I thought that our love would have No limits; you Said that I am a Christian storm but I know that you can brave this tempest and Save me from myself.
I am a poet, Salvador, but Whenever I sit down to write a poem about you, Or even just how I feel about you, I am unable to because I am lost for words. I speak only of what you and Your paintings tell me; I can no longer express myself.

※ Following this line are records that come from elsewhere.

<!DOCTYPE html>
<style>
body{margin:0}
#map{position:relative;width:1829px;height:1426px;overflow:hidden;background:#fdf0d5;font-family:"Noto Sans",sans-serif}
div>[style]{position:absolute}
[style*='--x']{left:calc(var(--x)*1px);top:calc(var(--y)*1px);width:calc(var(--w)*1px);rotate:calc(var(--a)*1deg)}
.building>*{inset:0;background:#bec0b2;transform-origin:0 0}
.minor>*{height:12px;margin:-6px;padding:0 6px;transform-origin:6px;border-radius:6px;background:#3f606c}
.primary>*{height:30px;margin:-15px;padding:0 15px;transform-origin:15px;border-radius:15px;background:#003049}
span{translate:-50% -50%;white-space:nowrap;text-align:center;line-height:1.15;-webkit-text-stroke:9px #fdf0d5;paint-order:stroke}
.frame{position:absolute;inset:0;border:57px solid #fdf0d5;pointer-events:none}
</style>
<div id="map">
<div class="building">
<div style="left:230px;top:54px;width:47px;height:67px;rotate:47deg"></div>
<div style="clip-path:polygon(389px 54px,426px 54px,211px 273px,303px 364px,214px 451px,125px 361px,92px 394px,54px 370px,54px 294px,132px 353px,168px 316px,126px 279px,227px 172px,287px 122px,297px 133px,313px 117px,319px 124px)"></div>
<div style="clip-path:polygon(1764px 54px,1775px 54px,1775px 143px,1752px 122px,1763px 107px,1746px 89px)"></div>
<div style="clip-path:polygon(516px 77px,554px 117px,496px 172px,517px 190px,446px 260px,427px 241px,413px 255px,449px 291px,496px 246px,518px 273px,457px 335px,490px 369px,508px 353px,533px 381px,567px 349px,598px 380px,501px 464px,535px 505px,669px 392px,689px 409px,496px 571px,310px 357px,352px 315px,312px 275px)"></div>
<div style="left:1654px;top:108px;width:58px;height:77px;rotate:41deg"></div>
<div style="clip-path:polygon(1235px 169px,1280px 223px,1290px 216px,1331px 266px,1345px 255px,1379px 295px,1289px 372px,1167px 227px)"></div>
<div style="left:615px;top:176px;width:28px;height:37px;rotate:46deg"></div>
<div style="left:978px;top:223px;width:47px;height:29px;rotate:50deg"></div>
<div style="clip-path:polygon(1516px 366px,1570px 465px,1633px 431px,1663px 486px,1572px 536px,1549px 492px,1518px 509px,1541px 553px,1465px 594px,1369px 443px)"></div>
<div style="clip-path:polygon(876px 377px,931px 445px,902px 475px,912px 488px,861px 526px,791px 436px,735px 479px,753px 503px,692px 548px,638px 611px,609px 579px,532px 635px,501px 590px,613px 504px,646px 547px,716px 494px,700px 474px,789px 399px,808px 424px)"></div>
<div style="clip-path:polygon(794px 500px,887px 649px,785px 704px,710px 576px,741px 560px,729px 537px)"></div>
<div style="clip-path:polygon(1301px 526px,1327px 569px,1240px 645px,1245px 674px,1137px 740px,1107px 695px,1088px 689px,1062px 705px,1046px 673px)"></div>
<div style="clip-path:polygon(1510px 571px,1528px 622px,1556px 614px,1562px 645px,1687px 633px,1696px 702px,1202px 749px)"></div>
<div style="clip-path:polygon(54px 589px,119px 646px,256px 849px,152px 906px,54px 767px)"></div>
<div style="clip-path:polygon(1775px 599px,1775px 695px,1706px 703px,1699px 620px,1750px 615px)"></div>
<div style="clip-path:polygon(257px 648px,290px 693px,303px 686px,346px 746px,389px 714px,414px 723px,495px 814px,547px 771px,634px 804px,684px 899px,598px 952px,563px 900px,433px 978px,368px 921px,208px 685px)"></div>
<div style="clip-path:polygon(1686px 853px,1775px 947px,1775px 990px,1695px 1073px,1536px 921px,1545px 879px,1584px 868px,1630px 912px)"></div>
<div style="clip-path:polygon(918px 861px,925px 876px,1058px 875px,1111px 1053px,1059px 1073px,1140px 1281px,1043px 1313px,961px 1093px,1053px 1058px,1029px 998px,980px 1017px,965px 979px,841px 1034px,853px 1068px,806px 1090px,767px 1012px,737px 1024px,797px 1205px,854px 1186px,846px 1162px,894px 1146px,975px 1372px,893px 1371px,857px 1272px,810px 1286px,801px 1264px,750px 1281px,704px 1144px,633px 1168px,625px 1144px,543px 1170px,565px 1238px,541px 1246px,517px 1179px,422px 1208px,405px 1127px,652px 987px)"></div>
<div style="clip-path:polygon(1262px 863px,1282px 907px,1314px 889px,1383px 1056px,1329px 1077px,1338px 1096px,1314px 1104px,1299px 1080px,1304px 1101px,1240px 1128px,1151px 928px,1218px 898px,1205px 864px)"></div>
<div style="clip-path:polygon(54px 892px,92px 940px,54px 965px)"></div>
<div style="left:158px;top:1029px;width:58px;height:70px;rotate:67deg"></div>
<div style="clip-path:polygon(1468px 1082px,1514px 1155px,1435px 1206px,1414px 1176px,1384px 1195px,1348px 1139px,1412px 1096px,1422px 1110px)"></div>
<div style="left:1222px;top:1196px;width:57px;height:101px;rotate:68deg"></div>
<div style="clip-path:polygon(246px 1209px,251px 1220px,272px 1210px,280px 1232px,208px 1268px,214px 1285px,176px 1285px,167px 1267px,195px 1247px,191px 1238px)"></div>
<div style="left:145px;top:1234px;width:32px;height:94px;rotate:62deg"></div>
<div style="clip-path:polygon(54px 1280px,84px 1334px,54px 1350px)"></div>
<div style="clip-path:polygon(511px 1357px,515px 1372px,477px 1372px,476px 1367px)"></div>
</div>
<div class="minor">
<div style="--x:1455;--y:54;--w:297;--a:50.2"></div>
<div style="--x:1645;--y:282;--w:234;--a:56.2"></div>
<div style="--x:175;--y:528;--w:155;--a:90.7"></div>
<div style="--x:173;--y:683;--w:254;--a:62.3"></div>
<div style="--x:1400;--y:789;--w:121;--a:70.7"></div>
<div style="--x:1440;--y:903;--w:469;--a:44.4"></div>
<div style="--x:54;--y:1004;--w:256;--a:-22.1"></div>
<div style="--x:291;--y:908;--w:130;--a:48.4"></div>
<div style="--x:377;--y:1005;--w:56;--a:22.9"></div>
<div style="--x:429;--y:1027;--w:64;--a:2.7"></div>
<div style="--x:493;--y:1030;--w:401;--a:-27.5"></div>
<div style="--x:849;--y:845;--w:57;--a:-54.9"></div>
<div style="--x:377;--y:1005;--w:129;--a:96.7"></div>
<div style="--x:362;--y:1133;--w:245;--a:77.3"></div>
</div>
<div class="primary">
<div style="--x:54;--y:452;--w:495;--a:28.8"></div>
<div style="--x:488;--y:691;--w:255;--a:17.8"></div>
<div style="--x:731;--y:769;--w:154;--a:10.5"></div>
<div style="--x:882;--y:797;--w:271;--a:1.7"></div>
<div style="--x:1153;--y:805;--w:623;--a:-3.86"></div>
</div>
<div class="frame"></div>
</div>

I remember the beach. We would lie there for hours- On its sand we would kiss not just with our lips but With our eyes. The Water will miss our visits; Its body seldom taken by another, As opposed to being engulfed by Two artistic lovers. Having received my seaside medicine (Via touch of tongue And word of hand) I have come to the realisation that You have, in fact, Poisoned me. I shall never be cured now.
The smoke from silent guns has risen, I hold one in my hand. Yet I am severed from the call In a fight against myself. A conflict to choose between God and you. I hear you say you are one and the same. That, I cannot stand.
My focus is distorted. Distracted. Abstracted. We are too many miles apart; You have replaced my words with your art, You have broken My heart.
Where is your warmth now, Salvador? I am alone by the sea trembling with the cold That you swore I would never feel again. Winter will devour me as a Result of your failing to Relight the fire that is supposed to Ignite me. You promised me life with a portrait machine But in all honesty What I want to be Promised with, Oh, Salvador Dalí, Is your faith, in me.